Aveda heiress adds buzz to her father’s dream of saving the world
MINNEAPOLIS — “The bees are out! Yes! Oh, but they shouldn’t be out.” Nicole Rechelbacher beamed and fretted all at once. Even in late April, the morning’s bite in Osceola, Wis., foretold a chance of snow. The arcing sun had power enough to coax a few bees from their hive, yet she worried. A legacy was at stake.
Now, in glorious summer, those bees are nosing into roses and hyssop, monarda and mint, species planted just for them in the fantastical landscape of a farm where Rechelbacher’s father changed the world.
It’s also where she intends to help save it.
Rechelbacher leads an ambitious research venture to aid bee populations harmed by pesticides, diseases and parasites. But she also wants people to learn how daily decisions have real environmental impact.
It’s an ethic she inherited from her father, Horst, a charismatic hairdresser who in the 1960s took Minneapolis by storm — and by accident — and ended up raising the city’s cool quotient around the world.
Horst was an Austrian immigrant who would go on to create the Aveda Corporation.
On a 500-acre farm north of Osceola, he created products from organic ingredients. One barn still holds a mad scientist’s heap of distilling equipment where his young daughter would help glean essential oils from a harvest of mint.
In 2012, Horst offered the farm to the University of Minnesota’s Bee Squad to use as a rural lab. The squad leapt at the opportunity and established four colonies, only to watch as the bees inexplicably failed to thrive.
“We thought, ‘What’s going on here?’” says Rebecca Masterman, the squad’s associate program director. “It turned out that the bees actually were short of food, that they lacked the right habitat.”
Experimental plantings began in 2014, but then Horst died of pancreatic cancer. He was 72. Given his death and the bees’ struggles, the project might have ended right there. But Rechelbacher, along with Horst’s widow, Kiran Stordalen, didn’t want to see that happen.
“We decided, ‘Let’s do something amazing.’”
At first glance, Rechelbacher embodies how we regard the impossibly chic.
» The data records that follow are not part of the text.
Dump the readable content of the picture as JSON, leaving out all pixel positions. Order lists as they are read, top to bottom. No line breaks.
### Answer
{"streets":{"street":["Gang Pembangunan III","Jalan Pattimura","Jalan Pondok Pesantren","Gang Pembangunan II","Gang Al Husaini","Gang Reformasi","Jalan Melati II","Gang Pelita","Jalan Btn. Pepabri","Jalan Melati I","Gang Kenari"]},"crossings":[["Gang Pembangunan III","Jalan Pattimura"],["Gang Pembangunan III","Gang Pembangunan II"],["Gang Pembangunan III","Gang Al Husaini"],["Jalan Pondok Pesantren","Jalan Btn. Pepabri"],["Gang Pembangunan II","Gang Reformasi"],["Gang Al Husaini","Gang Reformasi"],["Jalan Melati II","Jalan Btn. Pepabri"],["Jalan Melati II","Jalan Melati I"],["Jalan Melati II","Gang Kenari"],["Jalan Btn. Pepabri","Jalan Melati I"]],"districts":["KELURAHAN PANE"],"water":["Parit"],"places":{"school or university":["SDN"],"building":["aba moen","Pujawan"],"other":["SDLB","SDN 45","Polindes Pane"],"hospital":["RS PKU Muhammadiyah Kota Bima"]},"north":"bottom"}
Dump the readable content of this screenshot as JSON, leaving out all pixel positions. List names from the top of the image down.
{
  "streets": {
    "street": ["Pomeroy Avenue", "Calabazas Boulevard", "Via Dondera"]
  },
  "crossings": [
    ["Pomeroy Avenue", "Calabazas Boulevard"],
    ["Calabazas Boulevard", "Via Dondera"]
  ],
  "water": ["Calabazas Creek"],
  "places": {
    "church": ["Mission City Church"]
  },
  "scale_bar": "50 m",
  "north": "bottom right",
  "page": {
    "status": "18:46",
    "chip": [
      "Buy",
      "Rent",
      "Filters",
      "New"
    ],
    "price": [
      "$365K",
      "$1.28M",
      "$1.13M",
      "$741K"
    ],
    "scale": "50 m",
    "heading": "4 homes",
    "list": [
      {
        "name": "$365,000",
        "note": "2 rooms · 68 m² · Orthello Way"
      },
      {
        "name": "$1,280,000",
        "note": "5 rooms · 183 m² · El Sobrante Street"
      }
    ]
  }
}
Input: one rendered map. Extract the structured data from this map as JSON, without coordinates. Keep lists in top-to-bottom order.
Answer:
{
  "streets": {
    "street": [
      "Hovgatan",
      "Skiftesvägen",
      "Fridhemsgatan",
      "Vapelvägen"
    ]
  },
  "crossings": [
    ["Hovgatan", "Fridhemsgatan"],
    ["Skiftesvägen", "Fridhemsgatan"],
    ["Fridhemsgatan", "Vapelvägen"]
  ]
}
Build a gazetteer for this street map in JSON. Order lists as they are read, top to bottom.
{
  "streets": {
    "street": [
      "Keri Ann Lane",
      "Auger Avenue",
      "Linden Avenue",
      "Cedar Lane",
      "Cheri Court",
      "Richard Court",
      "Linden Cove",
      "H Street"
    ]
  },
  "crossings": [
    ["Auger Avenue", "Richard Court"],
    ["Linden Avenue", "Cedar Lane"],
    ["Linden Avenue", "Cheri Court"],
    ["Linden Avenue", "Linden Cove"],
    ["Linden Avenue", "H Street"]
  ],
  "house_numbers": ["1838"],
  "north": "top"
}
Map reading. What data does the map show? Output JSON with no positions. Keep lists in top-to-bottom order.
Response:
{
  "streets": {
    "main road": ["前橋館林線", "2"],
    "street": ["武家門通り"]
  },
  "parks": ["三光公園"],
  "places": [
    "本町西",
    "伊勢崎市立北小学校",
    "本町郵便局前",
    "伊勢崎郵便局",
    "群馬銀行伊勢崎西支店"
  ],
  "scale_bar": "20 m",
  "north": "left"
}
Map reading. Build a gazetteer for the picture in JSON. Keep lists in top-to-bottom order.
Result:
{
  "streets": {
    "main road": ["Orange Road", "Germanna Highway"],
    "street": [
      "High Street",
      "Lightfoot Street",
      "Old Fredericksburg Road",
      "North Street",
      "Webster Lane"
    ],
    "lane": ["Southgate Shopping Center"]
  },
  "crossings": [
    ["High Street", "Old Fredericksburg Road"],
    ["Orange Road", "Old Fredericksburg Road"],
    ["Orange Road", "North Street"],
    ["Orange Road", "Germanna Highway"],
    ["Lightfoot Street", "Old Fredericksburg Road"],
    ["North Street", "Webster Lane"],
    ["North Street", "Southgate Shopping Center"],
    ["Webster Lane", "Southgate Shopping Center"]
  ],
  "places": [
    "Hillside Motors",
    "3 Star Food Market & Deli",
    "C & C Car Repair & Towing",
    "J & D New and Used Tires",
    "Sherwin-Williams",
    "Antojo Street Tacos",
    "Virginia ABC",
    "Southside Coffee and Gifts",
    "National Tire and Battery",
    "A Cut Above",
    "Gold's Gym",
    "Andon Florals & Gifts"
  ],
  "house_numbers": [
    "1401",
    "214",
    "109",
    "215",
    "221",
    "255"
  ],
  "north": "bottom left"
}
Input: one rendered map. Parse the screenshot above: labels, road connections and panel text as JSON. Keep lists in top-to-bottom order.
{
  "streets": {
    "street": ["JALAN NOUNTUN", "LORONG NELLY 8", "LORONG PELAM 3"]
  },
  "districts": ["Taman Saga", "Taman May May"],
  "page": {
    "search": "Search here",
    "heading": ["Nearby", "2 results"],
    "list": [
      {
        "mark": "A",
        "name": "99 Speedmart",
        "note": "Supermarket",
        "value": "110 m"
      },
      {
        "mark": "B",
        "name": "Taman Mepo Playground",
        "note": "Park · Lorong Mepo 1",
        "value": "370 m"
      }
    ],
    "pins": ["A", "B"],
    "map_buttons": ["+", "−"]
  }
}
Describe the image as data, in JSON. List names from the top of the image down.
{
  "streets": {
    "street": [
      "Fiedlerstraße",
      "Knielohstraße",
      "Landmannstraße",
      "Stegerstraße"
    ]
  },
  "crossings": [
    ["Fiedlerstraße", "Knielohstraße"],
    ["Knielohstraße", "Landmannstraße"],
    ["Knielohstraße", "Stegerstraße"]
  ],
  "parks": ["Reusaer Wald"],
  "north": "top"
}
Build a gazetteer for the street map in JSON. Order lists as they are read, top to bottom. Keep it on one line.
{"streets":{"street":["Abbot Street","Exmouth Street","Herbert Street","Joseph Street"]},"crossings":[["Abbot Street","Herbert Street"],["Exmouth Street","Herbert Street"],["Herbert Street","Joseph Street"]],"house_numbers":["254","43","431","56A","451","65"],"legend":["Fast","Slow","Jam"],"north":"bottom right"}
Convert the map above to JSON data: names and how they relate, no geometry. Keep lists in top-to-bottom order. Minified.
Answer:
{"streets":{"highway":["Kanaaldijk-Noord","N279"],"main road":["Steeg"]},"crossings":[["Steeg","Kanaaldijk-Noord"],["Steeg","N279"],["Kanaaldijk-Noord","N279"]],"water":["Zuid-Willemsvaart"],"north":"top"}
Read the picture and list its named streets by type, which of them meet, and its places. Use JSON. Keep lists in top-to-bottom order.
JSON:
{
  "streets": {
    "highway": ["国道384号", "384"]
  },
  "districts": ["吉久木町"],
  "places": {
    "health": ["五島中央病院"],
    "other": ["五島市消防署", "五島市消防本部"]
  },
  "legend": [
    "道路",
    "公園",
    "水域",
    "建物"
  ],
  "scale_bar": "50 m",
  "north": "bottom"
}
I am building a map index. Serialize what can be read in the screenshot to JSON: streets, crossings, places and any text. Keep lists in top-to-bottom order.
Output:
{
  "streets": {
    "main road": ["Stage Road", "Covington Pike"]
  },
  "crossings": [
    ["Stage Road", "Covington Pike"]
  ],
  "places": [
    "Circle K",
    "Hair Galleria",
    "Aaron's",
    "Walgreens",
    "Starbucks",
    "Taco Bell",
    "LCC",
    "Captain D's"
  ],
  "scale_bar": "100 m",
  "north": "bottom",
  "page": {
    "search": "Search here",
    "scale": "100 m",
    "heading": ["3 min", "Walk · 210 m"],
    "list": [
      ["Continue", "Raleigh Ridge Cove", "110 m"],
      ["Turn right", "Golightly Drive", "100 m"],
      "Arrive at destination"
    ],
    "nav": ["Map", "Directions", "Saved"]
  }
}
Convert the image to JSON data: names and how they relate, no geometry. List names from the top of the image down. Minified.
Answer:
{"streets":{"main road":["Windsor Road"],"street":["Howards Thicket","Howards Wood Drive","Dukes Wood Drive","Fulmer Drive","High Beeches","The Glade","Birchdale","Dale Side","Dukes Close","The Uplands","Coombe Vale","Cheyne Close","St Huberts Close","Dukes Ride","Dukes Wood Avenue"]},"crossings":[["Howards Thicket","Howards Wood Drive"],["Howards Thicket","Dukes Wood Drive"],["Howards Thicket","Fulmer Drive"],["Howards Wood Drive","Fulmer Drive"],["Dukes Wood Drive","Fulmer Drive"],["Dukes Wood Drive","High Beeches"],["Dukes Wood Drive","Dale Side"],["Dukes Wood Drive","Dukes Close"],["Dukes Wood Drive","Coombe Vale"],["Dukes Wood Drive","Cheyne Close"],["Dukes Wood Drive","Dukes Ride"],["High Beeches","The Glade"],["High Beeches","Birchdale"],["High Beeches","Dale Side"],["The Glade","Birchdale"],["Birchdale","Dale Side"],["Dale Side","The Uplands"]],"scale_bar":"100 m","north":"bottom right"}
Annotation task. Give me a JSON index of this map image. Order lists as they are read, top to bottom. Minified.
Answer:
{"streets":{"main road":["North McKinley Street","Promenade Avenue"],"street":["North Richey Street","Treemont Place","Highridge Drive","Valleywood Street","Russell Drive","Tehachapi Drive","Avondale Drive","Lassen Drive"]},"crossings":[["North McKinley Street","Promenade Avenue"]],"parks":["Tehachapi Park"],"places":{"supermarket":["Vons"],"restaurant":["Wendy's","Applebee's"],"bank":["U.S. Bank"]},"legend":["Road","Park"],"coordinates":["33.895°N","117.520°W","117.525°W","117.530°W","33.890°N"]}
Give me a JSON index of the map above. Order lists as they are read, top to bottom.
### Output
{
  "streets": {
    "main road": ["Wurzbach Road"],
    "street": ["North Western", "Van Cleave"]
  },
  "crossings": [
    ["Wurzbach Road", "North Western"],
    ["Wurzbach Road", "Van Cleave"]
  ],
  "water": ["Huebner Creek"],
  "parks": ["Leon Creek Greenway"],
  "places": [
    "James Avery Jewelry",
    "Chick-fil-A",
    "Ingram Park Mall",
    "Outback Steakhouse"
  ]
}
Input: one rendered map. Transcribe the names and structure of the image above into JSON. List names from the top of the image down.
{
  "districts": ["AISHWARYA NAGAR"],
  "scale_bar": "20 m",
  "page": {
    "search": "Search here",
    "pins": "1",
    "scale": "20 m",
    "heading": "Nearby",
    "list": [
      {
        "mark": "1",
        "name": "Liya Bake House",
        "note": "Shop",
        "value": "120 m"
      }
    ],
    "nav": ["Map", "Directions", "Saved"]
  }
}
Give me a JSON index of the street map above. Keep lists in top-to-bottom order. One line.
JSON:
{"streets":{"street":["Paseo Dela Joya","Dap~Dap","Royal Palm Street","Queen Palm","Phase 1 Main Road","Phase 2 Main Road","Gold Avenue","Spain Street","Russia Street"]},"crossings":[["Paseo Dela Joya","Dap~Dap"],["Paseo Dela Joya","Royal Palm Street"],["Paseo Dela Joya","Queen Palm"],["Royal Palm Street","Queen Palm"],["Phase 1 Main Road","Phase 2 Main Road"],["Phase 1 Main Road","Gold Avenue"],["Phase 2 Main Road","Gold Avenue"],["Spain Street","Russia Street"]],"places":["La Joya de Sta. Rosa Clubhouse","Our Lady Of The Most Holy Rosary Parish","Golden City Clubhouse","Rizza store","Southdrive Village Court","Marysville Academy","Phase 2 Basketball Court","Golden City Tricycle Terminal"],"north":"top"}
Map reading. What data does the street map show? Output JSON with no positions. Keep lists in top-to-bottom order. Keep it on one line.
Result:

She’s an heiress, for starters; Horst sold Aveda in 1997 to Estee Lauder for a reported $300 million.
Rechelbacher earned a beauty school degree from the Fashion Institute of Technology in New York and dabbled in clothing, but returned here to work with her father and Stordalen, whom Horst married in 1985.
In 1997, the year Horst sold the company to Estee Lauder, Rechelbacher married Peter Thomas, a Minnesota man she’d met in New York City. With that, and the sale, her priorities shifted. “I didn’t want to work for Estee after working with my father,” she says. She had one, two, three children — and a new career away from Aveda’s allure.
“Becoming a mother, it’s the hardest job I’ve ever done,” she says. “I wore a T-shirt and khakis for years.”
Motherhood informed her return to Intelligent Nutrients, or IN, an even more environmentally focused line of beauty products that Horst founded in 1992. She’d gained a fresh awareness of kids’ vulnerabilities in a chemical soup of fabric protectors, detergents, preservatives and so on.
The HMR Pollinator Project — for Horst Martin Rechelbacher — was established at Osceola a year after his death as a research and training site for scientists and students.
It’s also a place where the public can come and learn about raising bees and sustainability practices, as at an event earlier this month that included kite-flying and beertasting.
“I just know that Dad would be very happy with the education focus here,” she says. “When we talked about this, he said, ‘I don’t want to burden you,’ and I told him, ‘I don’t have a choice in losing you, but I have a choice to develop this.’”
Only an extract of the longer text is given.